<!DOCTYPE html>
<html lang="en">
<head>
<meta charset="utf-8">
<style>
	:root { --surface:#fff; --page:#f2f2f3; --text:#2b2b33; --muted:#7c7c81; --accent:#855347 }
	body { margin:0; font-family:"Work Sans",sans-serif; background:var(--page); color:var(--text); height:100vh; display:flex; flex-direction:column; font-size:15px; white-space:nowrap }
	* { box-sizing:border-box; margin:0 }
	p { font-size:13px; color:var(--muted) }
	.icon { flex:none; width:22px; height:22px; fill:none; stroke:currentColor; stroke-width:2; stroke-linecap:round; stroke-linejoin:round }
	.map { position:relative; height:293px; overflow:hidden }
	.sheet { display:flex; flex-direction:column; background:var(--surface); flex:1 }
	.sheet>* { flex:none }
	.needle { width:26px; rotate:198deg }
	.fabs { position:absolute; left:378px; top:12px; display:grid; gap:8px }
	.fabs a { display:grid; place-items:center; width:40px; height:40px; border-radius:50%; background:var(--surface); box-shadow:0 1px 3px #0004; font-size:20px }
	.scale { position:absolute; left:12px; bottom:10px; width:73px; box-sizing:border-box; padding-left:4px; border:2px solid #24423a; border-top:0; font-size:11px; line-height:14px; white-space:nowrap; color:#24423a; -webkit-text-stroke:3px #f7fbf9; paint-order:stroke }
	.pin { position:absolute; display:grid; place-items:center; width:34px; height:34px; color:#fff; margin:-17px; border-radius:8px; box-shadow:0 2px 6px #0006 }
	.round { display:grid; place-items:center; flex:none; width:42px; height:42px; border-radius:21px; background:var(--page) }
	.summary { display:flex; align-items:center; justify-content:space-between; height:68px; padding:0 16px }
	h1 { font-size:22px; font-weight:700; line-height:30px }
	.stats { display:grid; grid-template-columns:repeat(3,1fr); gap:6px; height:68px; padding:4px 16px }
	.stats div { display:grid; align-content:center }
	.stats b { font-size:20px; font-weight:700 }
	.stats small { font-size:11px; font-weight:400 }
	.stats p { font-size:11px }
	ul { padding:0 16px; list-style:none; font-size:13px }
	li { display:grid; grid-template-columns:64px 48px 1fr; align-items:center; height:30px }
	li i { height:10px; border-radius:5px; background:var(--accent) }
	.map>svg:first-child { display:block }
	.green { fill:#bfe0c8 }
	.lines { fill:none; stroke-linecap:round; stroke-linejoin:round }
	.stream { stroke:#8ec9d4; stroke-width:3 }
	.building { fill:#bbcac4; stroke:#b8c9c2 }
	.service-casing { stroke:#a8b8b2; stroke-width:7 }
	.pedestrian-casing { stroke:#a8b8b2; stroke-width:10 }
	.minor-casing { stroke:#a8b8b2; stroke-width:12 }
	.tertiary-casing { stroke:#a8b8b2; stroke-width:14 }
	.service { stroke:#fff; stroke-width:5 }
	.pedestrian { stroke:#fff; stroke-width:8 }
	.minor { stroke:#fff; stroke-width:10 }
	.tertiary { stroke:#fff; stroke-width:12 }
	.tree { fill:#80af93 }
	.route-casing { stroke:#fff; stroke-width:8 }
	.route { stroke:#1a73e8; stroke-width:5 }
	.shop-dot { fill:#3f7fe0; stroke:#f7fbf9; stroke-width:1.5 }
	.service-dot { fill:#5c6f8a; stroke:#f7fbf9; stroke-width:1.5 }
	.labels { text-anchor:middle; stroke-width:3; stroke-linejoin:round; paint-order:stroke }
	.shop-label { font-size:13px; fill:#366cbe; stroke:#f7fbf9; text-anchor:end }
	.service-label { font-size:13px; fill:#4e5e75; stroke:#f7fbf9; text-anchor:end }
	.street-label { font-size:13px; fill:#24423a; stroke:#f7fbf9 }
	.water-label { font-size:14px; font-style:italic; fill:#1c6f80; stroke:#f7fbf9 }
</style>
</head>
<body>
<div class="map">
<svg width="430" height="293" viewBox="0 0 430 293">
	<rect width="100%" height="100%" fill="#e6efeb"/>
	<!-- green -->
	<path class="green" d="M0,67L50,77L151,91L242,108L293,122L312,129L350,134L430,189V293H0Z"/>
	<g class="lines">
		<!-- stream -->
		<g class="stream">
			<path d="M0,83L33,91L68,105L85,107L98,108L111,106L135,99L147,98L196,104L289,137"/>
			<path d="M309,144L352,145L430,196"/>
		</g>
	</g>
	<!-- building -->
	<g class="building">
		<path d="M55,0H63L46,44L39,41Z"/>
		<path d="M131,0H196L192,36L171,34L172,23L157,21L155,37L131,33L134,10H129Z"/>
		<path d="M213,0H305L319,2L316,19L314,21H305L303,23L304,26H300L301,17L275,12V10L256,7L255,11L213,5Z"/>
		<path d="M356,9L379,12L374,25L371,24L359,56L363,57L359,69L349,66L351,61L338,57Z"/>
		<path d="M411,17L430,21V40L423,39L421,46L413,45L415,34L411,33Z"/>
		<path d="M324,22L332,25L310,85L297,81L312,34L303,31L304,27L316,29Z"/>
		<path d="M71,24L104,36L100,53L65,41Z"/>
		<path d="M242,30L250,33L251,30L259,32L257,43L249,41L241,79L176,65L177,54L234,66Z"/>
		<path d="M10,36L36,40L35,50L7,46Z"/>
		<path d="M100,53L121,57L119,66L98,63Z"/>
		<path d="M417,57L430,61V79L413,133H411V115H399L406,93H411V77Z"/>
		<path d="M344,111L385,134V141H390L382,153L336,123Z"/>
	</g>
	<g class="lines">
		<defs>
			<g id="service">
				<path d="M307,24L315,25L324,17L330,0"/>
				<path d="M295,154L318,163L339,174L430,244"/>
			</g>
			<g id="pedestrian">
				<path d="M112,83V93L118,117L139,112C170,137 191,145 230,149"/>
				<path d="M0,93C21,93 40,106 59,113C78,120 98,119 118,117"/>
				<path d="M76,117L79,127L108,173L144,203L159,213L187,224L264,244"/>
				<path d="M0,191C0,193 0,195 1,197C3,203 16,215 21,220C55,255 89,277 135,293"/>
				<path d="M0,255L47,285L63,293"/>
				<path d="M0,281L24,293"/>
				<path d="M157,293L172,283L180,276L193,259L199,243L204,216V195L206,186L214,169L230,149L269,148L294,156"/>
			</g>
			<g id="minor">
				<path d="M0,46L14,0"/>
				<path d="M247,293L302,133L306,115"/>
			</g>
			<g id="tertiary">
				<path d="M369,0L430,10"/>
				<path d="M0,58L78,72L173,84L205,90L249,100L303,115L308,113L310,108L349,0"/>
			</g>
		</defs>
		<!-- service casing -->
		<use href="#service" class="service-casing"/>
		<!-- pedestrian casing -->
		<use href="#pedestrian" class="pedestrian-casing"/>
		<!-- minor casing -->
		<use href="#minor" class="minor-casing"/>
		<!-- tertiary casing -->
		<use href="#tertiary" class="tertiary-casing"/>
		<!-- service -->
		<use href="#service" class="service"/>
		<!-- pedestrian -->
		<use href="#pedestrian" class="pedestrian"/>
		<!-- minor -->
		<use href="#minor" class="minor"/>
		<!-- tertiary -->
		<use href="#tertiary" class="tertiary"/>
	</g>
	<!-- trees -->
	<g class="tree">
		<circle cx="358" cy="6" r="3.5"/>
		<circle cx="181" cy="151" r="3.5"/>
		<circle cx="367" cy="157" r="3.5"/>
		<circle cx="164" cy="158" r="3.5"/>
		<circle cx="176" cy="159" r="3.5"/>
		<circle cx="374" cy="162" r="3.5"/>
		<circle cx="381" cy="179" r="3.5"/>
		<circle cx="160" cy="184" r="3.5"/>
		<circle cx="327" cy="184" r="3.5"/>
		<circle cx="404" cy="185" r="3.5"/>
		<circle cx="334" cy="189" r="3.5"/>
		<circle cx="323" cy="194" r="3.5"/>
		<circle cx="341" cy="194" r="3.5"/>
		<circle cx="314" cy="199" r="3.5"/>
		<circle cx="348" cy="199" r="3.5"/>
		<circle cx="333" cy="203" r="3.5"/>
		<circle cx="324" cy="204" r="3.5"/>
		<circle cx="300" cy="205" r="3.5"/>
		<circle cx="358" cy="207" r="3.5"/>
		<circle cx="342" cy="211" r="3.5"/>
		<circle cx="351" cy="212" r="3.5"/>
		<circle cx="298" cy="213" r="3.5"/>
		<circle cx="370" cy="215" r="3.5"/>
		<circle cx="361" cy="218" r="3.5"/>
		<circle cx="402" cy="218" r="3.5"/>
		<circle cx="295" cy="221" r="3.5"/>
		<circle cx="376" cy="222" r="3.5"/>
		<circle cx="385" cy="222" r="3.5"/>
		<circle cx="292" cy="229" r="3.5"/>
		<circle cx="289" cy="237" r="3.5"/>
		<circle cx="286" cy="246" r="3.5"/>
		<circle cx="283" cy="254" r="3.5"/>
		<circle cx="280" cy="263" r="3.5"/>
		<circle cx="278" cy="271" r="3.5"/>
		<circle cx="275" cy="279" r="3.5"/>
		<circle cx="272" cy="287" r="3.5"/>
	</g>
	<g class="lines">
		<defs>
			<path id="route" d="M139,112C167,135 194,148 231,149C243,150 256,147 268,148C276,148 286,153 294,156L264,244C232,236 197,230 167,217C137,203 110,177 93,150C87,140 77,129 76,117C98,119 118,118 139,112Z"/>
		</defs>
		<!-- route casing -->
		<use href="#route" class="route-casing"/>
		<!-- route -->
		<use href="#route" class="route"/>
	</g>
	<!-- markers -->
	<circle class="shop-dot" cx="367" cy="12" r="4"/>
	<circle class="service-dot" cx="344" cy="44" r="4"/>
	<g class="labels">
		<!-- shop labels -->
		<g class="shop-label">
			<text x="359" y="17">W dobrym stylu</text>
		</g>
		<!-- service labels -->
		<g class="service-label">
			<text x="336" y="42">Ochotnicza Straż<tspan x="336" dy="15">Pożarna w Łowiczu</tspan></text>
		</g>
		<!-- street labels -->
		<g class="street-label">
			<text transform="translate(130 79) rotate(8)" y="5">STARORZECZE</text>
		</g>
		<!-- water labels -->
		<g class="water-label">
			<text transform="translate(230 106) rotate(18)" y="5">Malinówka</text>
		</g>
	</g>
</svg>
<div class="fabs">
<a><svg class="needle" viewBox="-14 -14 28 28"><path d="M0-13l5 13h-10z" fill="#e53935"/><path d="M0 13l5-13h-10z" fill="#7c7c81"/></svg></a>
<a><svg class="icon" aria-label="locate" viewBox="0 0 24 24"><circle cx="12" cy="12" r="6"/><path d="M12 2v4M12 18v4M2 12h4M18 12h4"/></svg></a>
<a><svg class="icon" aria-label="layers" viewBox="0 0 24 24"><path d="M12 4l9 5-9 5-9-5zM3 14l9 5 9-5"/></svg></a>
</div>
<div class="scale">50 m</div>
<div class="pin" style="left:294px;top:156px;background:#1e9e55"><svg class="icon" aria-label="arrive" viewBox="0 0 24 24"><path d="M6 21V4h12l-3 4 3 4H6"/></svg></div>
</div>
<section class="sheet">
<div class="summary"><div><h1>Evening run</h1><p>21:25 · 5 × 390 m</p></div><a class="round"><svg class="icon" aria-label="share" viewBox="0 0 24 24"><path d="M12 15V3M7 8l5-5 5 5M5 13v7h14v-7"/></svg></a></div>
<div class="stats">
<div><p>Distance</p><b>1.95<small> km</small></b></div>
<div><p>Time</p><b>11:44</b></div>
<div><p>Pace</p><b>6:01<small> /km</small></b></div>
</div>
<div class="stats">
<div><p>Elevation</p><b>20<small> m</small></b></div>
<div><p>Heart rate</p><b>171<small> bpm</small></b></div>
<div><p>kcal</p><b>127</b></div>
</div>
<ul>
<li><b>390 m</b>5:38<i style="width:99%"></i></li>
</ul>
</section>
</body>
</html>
-=-=-
◆ **Task instructions**
Nothing but the lines from the top of the records down to the line with "display:grid; place-items:center; flex:none;" belongs in the answer; repeat them exactly.

◆ **Answer**
<!DOCTYPE html>
<html lang="en">
<head>
<meta charset="utf-8">
<style>
	:root { --surface:#fff; --page:#f2f2f3; --text:#2b2b33; --muted:#7c7c81; --accent:#855347 }
	body { margin:0; font-family:"Work Sans",sans-serif; background:var(--page); color:var(--text); height:100vh; display:flex; flex-direction:column; font-size:15px; white-space:nowrap }
	* { box-sizing:border-box; margin:0 }
	p { font-size:13px; color:var(--muted) }
	.icon { flex:none; width:22px; height:22px; fill:none; stroke:currentColor; stroke-width:2; stroke-linecap:round; stroke-linejoin:round }
	.map { position:relative; height:293px; overflow:hidden }
	.sheet { display:flex; flex-direction:column; background:var(--surface); flex:1 }
	.sheet>* { flex:none }
	.needle { width:26px; rotate:198deg }
	.fabs { position:absolute; left:378px; top:12px; display:grid; gap:8px }
	.fabs a { display:grid; place-items:center; width:40px; height:40px; border-radius:50%; background:var(--surface); box-shadow:0 1px 3px #0004; font-size:20px }
	.scale { position:absolute; left:12px; bottom:10px; width:73px; box-sizing:border-box; padding-left:4px; border:2px solid #24423a; border-top:0; font-size:11px; line-height:14px; white-space:nowrap; color:#24423a; -webkit-text-stroke:3px #f7fbf9; paint-order:stroke }
	.pin { position:absolute; display:grid; place-items:center; width:34px; height:34px; color:#fff; margin:-17px; border-radius:8px; box-shadow:0 2px 6px #0006 }
	.round { display:grid; place-items:center; flex:none; width:42px; height:42px; border-radius:21px; background:var(--page) }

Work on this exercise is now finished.